Saved data entries

+++

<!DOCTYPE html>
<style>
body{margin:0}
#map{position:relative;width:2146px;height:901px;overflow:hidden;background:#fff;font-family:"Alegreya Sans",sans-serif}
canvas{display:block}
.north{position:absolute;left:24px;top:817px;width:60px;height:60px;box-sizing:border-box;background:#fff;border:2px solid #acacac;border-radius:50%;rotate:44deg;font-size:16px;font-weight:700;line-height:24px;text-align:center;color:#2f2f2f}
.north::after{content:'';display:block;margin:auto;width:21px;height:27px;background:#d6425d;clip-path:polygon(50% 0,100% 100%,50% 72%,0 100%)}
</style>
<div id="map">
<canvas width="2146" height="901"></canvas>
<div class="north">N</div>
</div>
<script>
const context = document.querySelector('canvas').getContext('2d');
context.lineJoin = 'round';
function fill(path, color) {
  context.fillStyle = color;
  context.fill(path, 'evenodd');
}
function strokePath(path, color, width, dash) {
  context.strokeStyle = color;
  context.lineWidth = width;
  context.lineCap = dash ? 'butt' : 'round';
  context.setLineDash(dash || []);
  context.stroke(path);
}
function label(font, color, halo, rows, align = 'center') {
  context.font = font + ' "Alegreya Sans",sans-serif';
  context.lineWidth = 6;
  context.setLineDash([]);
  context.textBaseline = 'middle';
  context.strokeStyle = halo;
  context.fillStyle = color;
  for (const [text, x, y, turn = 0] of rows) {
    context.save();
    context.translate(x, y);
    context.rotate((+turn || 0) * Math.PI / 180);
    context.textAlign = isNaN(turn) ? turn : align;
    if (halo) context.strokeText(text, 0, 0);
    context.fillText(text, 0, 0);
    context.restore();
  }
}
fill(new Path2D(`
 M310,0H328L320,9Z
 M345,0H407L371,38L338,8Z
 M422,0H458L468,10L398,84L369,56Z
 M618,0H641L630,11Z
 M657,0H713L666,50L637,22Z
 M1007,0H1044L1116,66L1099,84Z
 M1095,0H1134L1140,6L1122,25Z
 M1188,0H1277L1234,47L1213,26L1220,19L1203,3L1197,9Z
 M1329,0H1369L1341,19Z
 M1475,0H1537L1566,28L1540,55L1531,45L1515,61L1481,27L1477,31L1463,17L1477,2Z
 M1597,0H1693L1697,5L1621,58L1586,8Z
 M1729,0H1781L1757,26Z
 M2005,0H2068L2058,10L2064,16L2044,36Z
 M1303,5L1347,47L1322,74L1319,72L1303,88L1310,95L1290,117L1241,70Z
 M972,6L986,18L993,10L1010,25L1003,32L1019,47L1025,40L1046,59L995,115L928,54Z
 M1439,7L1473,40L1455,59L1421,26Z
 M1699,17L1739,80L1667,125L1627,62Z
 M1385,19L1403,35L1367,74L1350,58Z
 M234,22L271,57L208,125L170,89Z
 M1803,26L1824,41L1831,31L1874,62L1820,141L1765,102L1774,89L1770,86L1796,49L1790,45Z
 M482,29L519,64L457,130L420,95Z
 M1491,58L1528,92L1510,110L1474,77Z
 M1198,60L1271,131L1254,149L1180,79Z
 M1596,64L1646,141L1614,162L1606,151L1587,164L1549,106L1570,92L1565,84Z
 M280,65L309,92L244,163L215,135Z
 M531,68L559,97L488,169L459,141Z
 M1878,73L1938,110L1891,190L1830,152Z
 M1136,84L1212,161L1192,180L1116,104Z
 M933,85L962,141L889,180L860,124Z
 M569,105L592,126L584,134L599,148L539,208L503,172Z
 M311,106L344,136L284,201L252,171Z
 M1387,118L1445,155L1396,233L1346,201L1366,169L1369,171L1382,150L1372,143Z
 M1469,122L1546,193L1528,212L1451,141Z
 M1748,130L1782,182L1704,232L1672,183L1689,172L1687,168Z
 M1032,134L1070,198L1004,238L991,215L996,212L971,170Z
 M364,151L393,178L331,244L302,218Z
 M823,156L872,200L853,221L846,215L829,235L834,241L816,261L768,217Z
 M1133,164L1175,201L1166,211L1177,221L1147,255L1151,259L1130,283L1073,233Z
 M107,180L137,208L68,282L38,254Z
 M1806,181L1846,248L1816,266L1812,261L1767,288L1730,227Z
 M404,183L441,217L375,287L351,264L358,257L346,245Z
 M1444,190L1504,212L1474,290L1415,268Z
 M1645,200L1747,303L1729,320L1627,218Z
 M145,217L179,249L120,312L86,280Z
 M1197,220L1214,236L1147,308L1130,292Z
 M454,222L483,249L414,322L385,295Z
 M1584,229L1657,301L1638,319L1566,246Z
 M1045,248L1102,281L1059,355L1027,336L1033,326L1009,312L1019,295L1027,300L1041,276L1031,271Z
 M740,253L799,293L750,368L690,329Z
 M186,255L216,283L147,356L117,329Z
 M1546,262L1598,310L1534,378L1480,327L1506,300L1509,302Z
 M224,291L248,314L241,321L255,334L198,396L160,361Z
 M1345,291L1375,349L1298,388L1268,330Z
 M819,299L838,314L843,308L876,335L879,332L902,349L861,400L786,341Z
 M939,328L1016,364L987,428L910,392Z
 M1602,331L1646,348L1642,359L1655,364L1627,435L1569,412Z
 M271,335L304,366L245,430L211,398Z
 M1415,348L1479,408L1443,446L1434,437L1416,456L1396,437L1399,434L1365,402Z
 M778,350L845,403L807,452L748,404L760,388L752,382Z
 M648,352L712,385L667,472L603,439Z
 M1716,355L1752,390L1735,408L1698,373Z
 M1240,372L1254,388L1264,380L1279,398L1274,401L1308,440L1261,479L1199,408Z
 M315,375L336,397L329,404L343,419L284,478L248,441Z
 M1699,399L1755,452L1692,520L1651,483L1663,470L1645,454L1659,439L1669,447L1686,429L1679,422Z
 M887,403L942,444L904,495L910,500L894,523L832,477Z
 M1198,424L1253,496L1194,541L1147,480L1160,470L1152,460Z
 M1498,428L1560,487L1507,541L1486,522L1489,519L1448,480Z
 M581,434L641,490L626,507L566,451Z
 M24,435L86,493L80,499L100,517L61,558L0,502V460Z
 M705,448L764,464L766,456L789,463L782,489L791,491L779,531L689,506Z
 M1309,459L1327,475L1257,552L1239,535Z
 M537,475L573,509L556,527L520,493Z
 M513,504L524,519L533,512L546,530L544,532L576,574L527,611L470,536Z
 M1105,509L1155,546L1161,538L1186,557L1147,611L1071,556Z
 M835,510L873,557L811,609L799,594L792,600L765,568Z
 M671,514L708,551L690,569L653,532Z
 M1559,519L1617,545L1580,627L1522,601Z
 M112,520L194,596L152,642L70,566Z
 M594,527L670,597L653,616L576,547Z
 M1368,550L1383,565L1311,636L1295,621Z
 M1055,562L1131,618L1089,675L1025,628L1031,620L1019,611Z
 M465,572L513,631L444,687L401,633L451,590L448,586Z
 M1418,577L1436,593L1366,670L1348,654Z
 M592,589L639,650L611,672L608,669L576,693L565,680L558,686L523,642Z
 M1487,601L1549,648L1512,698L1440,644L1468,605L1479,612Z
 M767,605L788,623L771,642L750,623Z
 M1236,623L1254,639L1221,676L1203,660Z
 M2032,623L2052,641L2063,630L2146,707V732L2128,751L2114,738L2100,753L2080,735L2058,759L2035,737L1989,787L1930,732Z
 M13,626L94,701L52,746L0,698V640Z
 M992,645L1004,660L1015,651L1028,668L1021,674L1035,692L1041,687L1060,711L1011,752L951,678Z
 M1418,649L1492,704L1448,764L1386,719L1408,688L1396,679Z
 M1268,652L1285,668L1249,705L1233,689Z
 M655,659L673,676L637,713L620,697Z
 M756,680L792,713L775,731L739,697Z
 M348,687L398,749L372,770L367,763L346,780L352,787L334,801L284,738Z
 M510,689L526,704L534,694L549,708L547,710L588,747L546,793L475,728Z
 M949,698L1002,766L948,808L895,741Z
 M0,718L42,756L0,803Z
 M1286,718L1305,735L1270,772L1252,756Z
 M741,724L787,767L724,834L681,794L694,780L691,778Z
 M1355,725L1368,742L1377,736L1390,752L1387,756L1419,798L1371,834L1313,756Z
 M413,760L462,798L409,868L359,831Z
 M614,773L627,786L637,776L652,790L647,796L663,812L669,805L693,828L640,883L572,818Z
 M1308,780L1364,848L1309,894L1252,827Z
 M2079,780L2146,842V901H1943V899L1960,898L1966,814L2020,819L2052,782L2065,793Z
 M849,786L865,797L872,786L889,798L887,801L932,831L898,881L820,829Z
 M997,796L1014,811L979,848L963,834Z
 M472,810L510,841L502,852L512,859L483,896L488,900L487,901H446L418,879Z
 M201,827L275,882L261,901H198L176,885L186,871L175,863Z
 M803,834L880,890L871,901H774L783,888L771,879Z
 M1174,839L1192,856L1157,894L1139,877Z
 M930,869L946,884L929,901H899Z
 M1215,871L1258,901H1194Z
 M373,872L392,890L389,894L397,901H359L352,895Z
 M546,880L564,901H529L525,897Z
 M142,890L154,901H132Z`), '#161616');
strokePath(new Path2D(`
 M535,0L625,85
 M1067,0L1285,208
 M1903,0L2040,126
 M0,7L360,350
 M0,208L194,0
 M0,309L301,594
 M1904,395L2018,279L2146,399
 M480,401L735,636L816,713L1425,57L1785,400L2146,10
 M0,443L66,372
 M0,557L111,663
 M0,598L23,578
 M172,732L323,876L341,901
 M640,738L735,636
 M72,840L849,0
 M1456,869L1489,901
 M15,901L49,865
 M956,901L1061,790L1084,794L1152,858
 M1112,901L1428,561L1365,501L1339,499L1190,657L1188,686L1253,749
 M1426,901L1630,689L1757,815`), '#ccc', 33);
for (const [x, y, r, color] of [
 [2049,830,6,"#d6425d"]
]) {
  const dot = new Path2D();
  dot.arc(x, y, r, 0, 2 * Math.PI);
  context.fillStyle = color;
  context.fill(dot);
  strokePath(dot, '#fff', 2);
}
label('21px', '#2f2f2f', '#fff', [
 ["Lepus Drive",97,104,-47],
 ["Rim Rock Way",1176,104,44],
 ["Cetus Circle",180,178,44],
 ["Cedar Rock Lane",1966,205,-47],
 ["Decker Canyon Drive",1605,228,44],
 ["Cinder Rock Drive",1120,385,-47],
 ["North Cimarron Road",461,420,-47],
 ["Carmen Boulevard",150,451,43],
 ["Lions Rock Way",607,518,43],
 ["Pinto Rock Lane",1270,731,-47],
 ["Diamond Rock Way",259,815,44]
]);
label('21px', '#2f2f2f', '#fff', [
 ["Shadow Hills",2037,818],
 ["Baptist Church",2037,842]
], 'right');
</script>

+++

_Work task_:
Based on the entries above, give the number of lines with the string "rotate" and no further text.

_Result of this task_:
2